In its earliest design form, the router was developed as part of the US Department of Defense's Advanced Research Projects Agency Network (ARPANET), with its main function being to interconnect heterogeneous networks. It also reroutes traffic during network failures, and is ultimately designed to support a highly accessible distributed interconnected system.
IP networks forward traffic based on a destination IP address. Paths between nodes and global network topology are calculated with standardized IGP or BGP. Routing tables are updated based on changes in network routing. Since the standard routing system uses the shortest path tree algorithm, it’s easy for the IP load on IP networks to become unbalanced. On the same network at the same time, the load on some links may exceed 90 percent, while on others it’s just 10 percent. Just as with the road network system, this kind of situation is likely to cause some network utilization to be too high, resulting in congestion and packet loss, while utilization of other links is very low, leading to wasted network resources.
To solve this problem, traffic engineering technology was developed, and today traffic tuning algorithms are being continuously optimized. Manually planning network configuration supports scheduling and O&M of the routing system.
The advent of the 5G and cloud era will bring higher demands on the network from various service applications. There’s an urgent need to rethink the design of router network architecture. AI can be harnessed to create a semi-distributed, semi-centralized system on top of the traditional distributed system. This will better support requirements for traffic engineering, QoS, high utilization, and the high self-healing capabilities of 5G and cloud era networks.

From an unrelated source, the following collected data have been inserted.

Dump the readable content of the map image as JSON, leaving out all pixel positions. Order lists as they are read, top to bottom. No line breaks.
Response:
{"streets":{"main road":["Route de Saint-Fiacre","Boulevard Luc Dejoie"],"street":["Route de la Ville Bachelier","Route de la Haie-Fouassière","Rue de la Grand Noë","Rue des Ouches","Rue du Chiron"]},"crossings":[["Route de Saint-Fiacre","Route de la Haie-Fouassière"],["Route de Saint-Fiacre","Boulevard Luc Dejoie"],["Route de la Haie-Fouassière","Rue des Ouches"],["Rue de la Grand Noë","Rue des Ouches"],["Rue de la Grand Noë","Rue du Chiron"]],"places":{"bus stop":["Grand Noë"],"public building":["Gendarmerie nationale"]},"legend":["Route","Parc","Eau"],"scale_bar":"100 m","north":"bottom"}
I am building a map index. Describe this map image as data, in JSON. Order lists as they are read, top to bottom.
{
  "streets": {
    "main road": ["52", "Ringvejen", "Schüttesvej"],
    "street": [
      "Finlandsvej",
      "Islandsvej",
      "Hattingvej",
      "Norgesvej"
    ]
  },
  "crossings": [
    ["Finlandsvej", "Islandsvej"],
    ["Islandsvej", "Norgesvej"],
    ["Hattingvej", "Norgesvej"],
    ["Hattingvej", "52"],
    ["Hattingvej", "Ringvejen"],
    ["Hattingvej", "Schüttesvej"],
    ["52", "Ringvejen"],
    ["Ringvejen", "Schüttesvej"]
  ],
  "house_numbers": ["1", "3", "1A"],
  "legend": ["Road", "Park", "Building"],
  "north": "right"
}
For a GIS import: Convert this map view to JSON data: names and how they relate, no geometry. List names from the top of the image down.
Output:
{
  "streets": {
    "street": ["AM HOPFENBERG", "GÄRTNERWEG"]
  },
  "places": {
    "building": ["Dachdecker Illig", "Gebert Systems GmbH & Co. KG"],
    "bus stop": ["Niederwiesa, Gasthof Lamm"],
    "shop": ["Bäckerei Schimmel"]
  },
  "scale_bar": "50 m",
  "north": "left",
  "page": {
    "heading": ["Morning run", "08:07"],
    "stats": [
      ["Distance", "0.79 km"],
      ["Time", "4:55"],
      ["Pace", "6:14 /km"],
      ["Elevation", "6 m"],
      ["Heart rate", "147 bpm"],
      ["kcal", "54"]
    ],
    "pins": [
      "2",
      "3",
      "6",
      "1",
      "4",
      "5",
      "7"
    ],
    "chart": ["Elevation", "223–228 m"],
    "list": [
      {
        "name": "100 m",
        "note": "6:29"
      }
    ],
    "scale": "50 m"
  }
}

5G and cloud services will place demands on networks in three main respects.
First, the emergence of VR/AR and 4K/8K live broadcast will require 10x more network capacity, but network construction costs must not change significantly. Meanwhile, with telecom service cloudification accelerating, a large amount of telecom cloud deployment has moved down the network, and cloud network convergence has become a problem that operators must face in network deployment.
The key is a simplified network core in the target network architecture design. When improving network capacity, existing IP network architecture needs to be simplified and the node functions integrated to realize cloud-network synergy.
Second, according to Huawei's Global Industry Vision 2025, the number of global connections will reach 100 billion by 2025. At the same time, there will be an explosion in growth of not only north-south traffic but also east-west traffic, due to the large number of enterprises migrating to the cloud. Various interactive experience services and financial private lines will also impose more stringent demands on latency.
This will pose a considerable challenge on the scheduling capability of IP networks. Manually configured networks based on traditional traffic engineering and traffic optimization technologies cannot meet network optimization requirements for high levels of complex traffic. Solving this requires adopting AI-oriented global traffic engineering and queue management to realize network-wide, global service scheduling through network-wide automation.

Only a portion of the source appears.